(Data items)
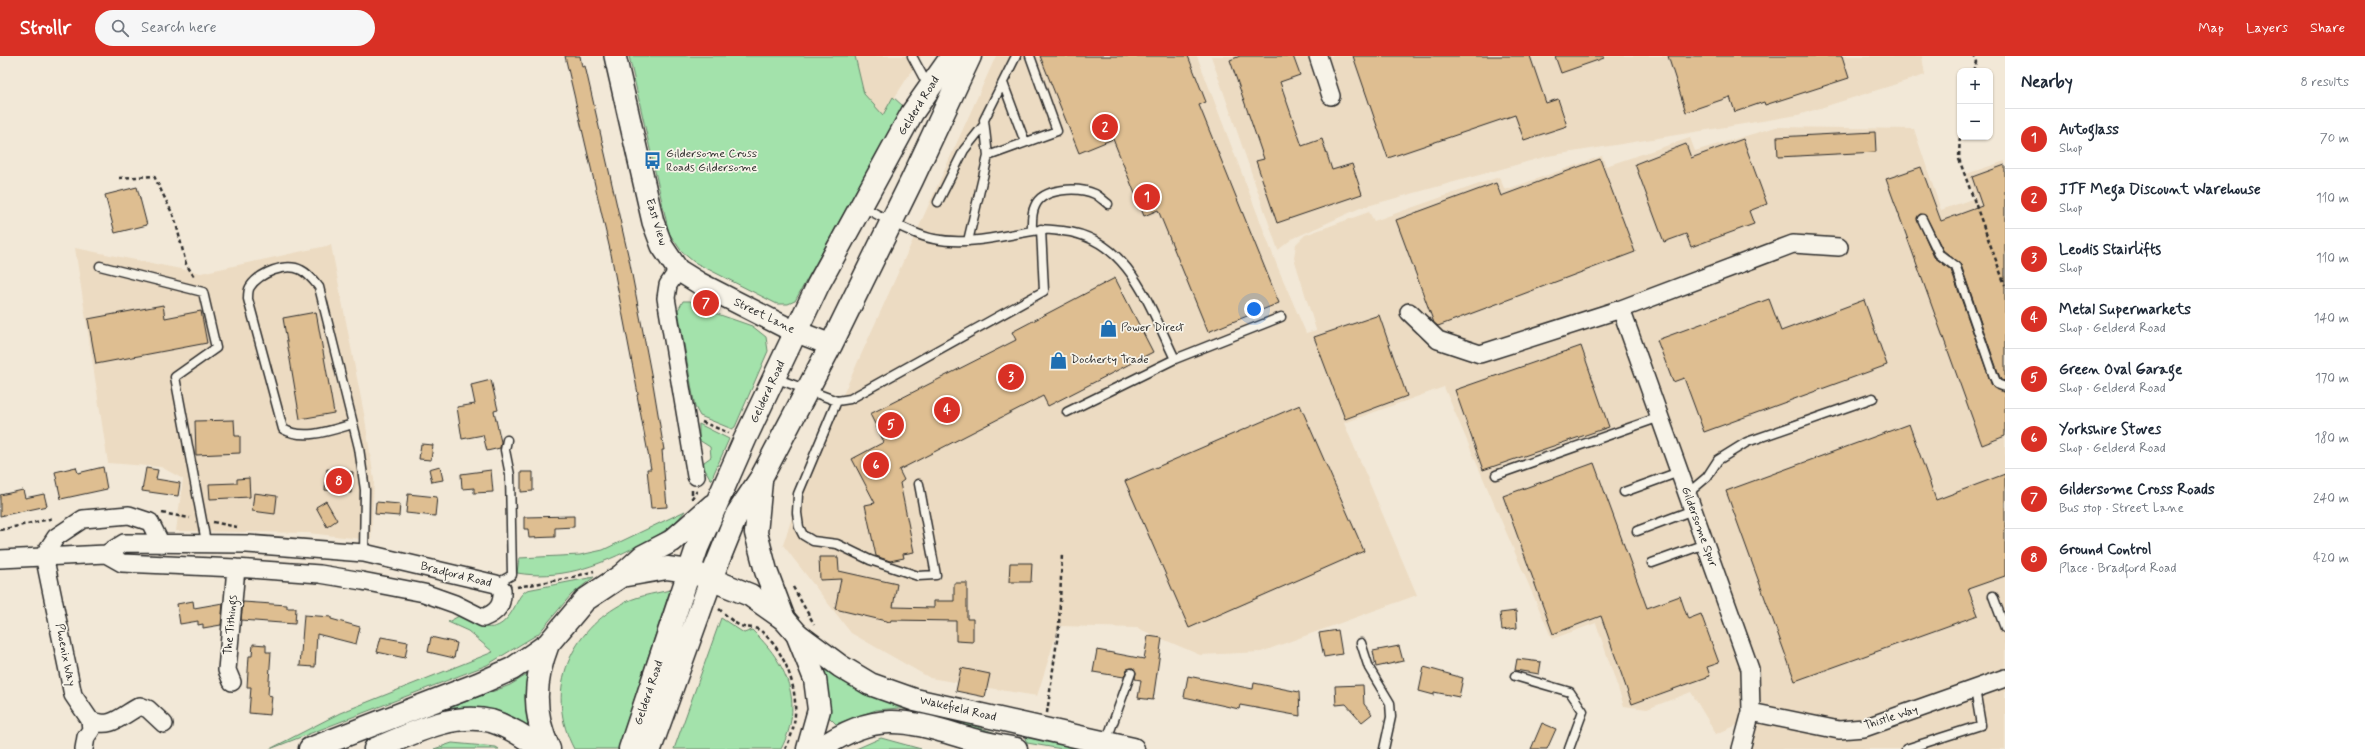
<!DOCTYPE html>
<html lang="en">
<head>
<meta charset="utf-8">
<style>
	body { margin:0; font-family:Mynerve,sans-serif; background:#f6f6f7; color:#1f2937 }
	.controls { position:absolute; right:12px; top:12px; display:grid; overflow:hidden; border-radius:8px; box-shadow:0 1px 3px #0004 }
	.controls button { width:36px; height:36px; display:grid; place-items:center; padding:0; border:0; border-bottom:1px solid #e0e1e3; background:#fff; color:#1f2937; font:20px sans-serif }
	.you { position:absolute; left:1254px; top:253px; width:14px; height:14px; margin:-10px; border:3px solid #fff; border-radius:50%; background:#1a73e8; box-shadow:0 0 0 6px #1a73e833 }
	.badge { display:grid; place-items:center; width:26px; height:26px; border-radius:50%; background:#d93025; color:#fff; font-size:13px; font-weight:700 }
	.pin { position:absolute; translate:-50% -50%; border:2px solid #fff; box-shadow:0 1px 4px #0006 }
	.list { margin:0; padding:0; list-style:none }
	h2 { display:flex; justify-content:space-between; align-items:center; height:52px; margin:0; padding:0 16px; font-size:17px }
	h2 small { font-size:13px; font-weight:400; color:#747a83 }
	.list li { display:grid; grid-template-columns:26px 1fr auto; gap:12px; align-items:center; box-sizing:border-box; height:60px; padding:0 16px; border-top:1px solid #e0e1e3 }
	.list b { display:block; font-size:15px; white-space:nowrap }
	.list p { margin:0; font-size:13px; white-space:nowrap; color:#747a83 }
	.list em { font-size:13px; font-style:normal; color:#747a83 }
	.icon { flex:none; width:22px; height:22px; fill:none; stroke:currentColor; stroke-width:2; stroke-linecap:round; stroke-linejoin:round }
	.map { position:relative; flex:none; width:2005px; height:693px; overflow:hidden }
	header { display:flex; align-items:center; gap:24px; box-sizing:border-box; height:56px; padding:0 20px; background:#d93025; color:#fff }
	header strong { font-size:19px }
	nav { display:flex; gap:22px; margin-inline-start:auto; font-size:14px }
	.search { width:280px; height:36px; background:#f6f6f7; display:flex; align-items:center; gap:10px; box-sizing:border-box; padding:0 14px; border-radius:22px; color:#747a83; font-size:15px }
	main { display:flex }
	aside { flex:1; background:#fff }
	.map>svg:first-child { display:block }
	.built { fill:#ecdbc2 }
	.green { fill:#a3e2ab; stroke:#67866b }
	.building { fill:#debe91; stroke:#2b2b2b }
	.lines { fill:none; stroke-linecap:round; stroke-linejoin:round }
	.service-casing { stroke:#2b2b2b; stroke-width:11 }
	.minor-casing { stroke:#2b2b2b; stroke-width:20 }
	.tertiary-casing { stroke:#2b2b2b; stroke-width:24 }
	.primary-casing { stroke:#2b2b2b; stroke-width:25 }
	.trunk-casing { stroke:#2b2b2b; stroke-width:25 }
	.path { stroke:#2b2b2b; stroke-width:2.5; stroke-dasharray:4 3; stroke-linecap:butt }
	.service { stroke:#f7f3e8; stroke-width:8 }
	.minor { stroke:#f7f3e8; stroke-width:17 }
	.tertiary { stroke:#f7f3e8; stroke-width:21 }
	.primary { stroke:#f7f3e8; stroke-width:22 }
	.trunk { stroke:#f7f3e8; stroke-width:22 }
	.labels { text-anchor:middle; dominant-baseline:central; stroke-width:3.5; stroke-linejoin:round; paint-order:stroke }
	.street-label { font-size:12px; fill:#2b2b2b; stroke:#f7f3e8 }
	.poi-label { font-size:12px; fill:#2b2b2b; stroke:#f7f3e8; text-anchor:start }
</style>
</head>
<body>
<header>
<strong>Strollr</strong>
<div class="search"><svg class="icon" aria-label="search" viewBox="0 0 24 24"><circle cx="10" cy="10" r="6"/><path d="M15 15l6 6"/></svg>Search here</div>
<nav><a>Map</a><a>Layers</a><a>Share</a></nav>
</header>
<main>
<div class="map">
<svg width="2005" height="693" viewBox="0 0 2005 693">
	<rect width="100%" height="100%" fill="#f2e8d7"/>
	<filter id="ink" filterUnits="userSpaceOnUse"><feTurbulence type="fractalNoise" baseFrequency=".025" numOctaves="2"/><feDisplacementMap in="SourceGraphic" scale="8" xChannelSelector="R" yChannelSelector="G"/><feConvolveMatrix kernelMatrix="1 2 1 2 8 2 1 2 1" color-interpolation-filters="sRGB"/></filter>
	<g filter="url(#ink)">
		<!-- built -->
		<path class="built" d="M855,0H921L883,60L864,38Z
			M996,0H1197L1278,212L1306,277L1316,274L1294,202L1296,188L1305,179L1369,156L1374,165L1499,121L1505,134L1602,100L1606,110L1690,82L1695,95L1776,71L1914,73L1941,154L1975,142L1966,118L2005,105V693H1733L1740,668L1716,678L1691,636L1647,653L1624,650L1596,567L1552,583L1444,331L1344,367L1417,539L1261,596L1200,599L1137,572L1059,570L1037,640L930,622L851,577L783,489L804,425Z
			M1211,0H1922L1925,19L1798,59L1548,100L1360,152L1292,183L1278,194Z
			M331,189L365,363L374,424L371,484L308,477L176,475L183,423L161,411L108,407L75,192L201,217Z"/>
		<!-- green -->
		<path class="green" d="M629,0H855L864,38L883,59L893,41L903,50L795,245L788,248H777L694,206L682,196L669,177Z
			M683,245H690L706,254L752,270L766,281L768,295L735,371L732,373L700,360L695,351L678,254Z
			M699,368L729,383L711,424L703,410L704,406L711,401L710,391L699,384Z
			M685,455C671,474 652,483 631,493C595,511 559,524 517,517L519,502L580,499L603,494Z
			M594,521L571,539L538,578L487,609L270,693L340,657L493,596L468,575L448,566L459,560C483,572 498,581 514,552C518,545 519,539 527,534Z
			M670,534L618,693H574C545,638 567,579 620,549C635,540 653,538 670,534Z
			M721,562L744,577L752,574C787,607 805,647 781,693H674Z
			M815,605L842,625L880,643L940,659L1002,679L1000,681L965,672L934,660L899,652L876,654L836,668L824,656Z
			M535,614L537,677L433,662V658L510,629Z
			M1028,677L1097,693H1062L1027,687L1025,682Z
			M881,682L921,693H856Z
			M452,687L496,691L499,693H434Z"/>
		<!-- building -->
		<path class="building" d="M565,0H580L582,11L585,10L591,36L629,203L653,328L664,394H662L667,451L651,452L647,413H651L637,339L638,338L611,198Z
			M1040,0H1188L1206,46L1199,49L1279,247L1208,276L1158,154L1144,160L1113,83L1079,97Z
			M1240,0H1293L1300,19L1280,26L1302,90L1322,83L1332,114L1352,108L1362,138L1277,167L1256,105L1264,103L1230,4Z
			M1353,0H1530L1546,47L1558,43L1567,70L1524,84L1515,59L1388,102Z
			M1555,0H1604V2L1561,17Z
			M1668,0H1842L1849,22L1765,49L1764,46L1735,56L1730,41L1686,56Z
			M1875,76L1876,96L1778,101L1777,81Z
			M1743,83L1767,148L1749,155L1754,168L1691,191L1686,178L1664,186L1635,108L1686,88L1691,102Z
			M1600,103L1635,196L1438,270L1434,267L1396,164L1496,127L1501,140Z
			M2005,109V325L2001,324L1999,319L1961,209L1943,194L1925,159L1920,158L1917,162L1934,201L1951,214L1992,330L2005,336V380L1982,389L1886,123L1921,111L1941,165L1982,150L1972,121Z
			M137,131L147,169L115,177L105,139Z
			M1115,222L1153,296L1048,350L1043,340L899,414L904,424L900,427L914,496L903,498L904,502L890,505L876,500L865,449L875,447L852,403L884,386L870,358L1016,284L1012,276Z
			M1769,243L1781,275L1864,244L1887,309L1704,376L1684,322L1673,326L1657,284Z
			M163,249L165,262L201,255L207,287L96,308L88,263Z
			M316,256L334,357L300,363L283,262Z
			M1379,259L1407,340L1345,363L1314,281Z
			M1581,290L1609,371L1483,414L1455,334Z
			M491,324L498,354L494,355L501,386L500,392L487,395L483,379L462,383L457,351L475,348L471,329Z
			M1300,349L1364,495L1189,572L1125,425Z
			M234,364L235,380H240V397L196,399L195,365Z
			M1909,368L1936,444L2005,418V520L1968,533L1978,559L1795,625L1726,435Z
			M421,388L433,389L431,404L419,403Z
			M1594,407L1647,552L1680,540L1688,563L1701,558L1719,607L1707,611L1710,620L1632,648L1601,560L1553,578L1503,440Z
			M440,410L443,424L432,426L429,413Z
			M76,411L78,417L103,411L107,433L61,443L55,416Z
			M146,412L158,414L156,423L180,427L178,440L142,435Z
			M327,413L353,416L351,437L325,434Z
			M491,414L493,436L474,437V432L462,433L461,418Z
			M521,416H533V435L521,436Z
			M249,422L250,441L210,443L209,428L237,427V423Z
			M23,434L25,442L44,438L47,450L0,460V439Z
			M254,437L277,440L275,458L252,455Z
			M408,438L437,441L435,460L406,457Z
			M326,445L337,464L327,471L316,451Z
			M376,446L400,448L399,460L375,458Z
			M574,460V471L555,472V481L529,482L528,473H524V461Z
			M819,501H838L839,515L897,528L893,551L934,552V545H954V527H967V563H973V586L956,585V565L891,564L890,566L835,553L841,523L820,524Z
			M1010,507H1032L1031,526H1009Z
			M193,545L194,552L223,547L221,569L203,572V568L198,569V565L180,568L177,548Z
			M243,546L287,549V552H296L295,568L241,564Z
			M1516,555L1517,572L1502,574L1500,557Z
			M304,559L331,561V563L360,571L356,588L317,578L315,611L300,610Z
			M1338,574L1342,598L1324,601L1319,577Z
			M1148,580L1162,582L1153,644L1138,642L1141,624L1135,623L1136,616L1133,612L1127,613L1124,621L1093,616L1097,594L1144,603Z
			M381,581L408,586L405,602L377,596Z
			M431,581L457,587L454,602L428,596Z
			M253,588L266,589V596H271L268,639L272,640L270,659L249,657L251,631H247L249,600H252Z
			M1399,590L1403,605L1376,611L1373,595Z
			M1517,603L1541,606L1539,618L1515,614Z
			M1424,611L1463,622L1459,641L1434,636V639L1419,635Z
			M961,612L990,618L985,641L956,635Z
			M1188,620L1253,633L1254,627L1299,636L1300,660L1240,649L1239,653L1184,641Z
			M1363,629L1364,648L1372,658L1362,666L1346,648L1336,649L1335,630Z
			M1542,667L1556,673L1547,693H1531Z"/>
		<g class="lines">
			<defs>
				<path id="service" d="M912,0L928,30
					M1003,27L1025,86
					M988,100L1057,75L1030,0
					M938,146L964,94L984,69
					M862,151C882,160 912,179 934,183C969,190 1004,179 1039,174C1047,172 1056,175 1063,175C1129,182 1150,252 1175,303L1067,356
					M1922,163L1939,198L1956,211L1994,321L1997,328L2005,331
					M1032,175C1032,167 1031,158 1035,150C1043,131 1079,131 1095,138C1100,141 1104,145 1108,148
					M968,185L988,100L984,64L1016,0
					M100,210L203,236L216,292L175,321L206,486
					M1175,303L1281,261
					M775,322L837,345L798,438L797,457L799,471L803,479L813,485L837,488L870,504L918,520L936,519L919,428
					M837,345L850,343L868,333L1044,235L1041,173
					M353,368C332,374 304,385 283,373L248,243C248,240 248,234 250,231C259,217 286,206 301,214C309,218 314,225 319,231L359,392L365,434L364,497
					M1496,419L1660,361
					M1624,436L1679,416
					M1687,438L1707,421L1718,404L1747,386L1873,342
					M1637,475L1693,454
					M1652,507L1705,488
					M496,528L512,519L510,419L505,394L507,384
					M1993,540L2005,572
					M1361,587L1369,612L1390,647L1391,661L1384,693
					M1515,620L1570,636L1583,655L1569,693
					M1106,686L1131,617
					M1906,693L1981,669L1975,633"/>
				<path id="minor" d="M1318,0L1331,40
					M678,214L668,229L666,242L696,420
					M1621,253L1793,188L1839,191
					M1409,256L1438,284L1480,298L1621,253L1750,613L1751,656L1741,693
					M0,503L106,498L124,487L247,488L364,497L496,528L502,533C503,549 498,556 483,562L455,548L424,537L362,525L320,518L236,512L122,507L106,498
					M232,626L227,614L236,512
					M1751,656L1839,674L1864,672L2005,622
					M90,664C111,674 122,659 140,650L148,653L164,668
					M84,693L86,681L91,674L90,664L73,639L44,499L56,481L83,463L129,459L150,466L161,488"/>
				<path id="tertiary" d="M615,0L653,166L662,190L678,214L699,227L787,272L831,289"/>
				<path id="primary" d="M761,425L756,477L766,515L784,563
					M621,520L643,500L672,485L713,449
					M797,578L840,610L870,628L915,644L1133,693
					M630,693L697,492L745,383L818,229L912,57L952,0
					M650,693L716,510L737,458L761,422L831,289L912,124L970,0
					M820,693C879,651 911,666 974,684C987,688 1002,690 1016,693"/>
				<path id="trunk" d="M548,588C534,624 532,657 549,693
					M310,693L478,628L512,613L548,588L585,544L621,520L667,512L690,515L750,539L784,563L797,578L815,623L819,654L808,693
					M375,693C409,679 453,655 491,665C510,671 526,682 542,693"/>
			</defs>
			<!-- service casing -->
			<use href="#service" class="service-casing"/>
			<!-- minor casing -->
			<use href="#minor" class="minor-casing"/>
			<!-- tertiary casing -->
			<use href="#tertiary" class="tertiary-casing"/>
			<!-- primary casing -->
			<use href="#primary" class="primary-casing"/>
			<!-- trunk casing -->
			<use href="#trunk" class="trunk-casing"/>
			<!-- path -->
			<path class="path" d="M1973,15L1976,6L1974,0
				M1960,75L1959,103L2005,229
				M119,122L154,120L175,163L186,208L195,222
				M702,366L729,377
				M692,434V442L697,435
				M162,457L190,462
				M213,466L237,471
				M0,474L54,462
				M517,531L570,522L594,515
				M793,531L814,568
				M719,553C726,559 735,569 744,571C750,572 755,571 761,575C793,602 806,657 785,693
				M1047,657L1059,570L1062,497"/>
			<!-- service -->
			<use href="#service" class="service"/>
			<!-- minor -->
			<use href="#minor" class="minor"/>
			<!-- tertiary -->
			<use href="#tertiary" class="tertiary"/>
			<!-- primary -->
			<use href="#primary" class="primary"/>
			<!-- trunk -->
			<use href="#trunk" class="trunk"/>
		</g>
	</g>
	<!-- icons -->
	<defs>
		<symbol id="bus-bare" viewBox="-9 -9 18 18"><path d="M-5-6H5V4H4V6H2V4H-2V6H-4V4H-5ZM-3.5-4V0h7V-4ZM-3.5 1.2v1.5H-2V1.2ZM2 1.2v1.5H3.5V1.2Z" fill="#1f6fb2" stroke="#f7f3e8" stroke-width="2.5" paint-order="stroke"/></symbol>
		<symbol id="shop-bare" viewBox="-9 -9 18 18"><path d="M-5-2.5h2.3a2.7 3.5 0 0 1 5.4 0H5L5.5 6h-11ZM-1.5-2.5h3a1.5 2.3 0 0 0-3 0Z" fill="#1f6fb2" stroke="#f7f3e8" stroke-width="2.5" paint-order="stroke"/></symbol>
	</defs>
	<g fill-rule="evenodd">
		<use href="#bus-bare" x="640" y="92" width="25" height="25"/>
		<use href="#shop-bare" x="1096" y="260" width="25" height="25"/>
		<use href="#shop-bare" x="1046" y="292" width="25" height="25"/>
	</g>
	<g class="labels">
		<!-- street labels -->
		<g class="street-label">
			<text transform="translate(919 50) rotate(-58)">Gelderd Road</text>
			<text transform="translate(656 166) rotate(73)">East View</text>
			<text transform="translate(764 260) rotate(26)">Street Lane</text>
			<text transform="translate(768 336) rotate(-65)">Gelderd Road</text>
			<text transform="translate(1699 471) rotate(70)">Gildersome Spur</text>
			<text transform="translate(456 519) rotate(14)">Bradford Road</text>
			<text transform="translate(231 569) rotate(-85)">The Tithings</text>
			<text transform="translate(65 599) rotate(79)">Phoenix Way</text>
			<text transform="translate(649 637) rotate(-71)">Gelderd Road</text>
			<text transform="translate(958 653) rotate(13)">Wakefield Road</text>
			<text transform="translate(1891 662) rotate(-18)">Thistle Way</text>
		</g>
		<!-- poi labels -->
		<g class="poi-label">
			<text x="666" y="98">Gildersome Cross<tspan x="666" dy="14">Roads Gildersome</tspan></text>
			<text x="1121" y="272">Power Direct</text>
			<text x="1071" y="304">Docherty Trade</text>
		</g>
	</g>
</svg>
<div class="controls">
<button>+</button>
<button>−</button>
</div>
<div class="you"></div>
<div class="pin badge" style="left:1147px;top:141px">1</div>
<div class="pin badge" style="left:1105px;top:71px">2</div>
<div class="pin badge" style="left:1011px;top:321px">3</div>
<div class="pin badge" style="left:947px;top:354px">4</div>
<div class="pin badge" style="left:891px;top:369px">5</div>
<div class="pin badge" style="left:876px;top:409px">6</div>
<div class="pin badge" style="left:706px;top:247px">7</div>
<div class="pin badge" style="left:339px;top:425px">8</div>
</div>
<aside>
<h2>Nearby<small>8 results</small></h2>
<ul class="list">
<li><span class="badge">1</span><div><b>Autoglass</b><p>Shop</p></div><em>70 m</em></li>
<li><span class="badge">2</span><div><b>JTF Mega Discount Warehouse</b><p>Shop</p></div><em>110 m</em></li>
<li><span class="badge">3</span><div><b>Leodis Stairlifts</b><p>Shop</p></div><em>110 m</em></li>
<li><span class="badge">4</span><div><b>Metal Supermarkets</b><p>Shop · Gelderd Road</p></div><em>140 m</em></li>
<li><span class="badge">5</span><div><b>Green Oval Garage</b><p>Shop · Gelderd Road</p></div><em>170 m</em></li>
<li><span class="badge">6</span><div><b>Yorkshire Stoves</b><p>Shop · Gelderd Road</p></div><em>180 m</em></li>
<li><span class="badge">7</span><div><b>Gildersome Cross Roads</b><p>Bus stop · Street Lane</p></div><em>240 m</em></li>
<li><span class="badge">8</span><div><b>Ground Control</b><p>Place · Bradford Road</p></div><em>420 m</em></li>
</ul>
</aside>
</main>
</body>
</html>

Your task: Search the entries above for "nowrap". Return every line that has it.

Task response:
	.list b { display:block; font-size:15px; white-space:nowrap }
	.list p { margin:0; font-size:13px; white-space:nowrap; color:#747a83 }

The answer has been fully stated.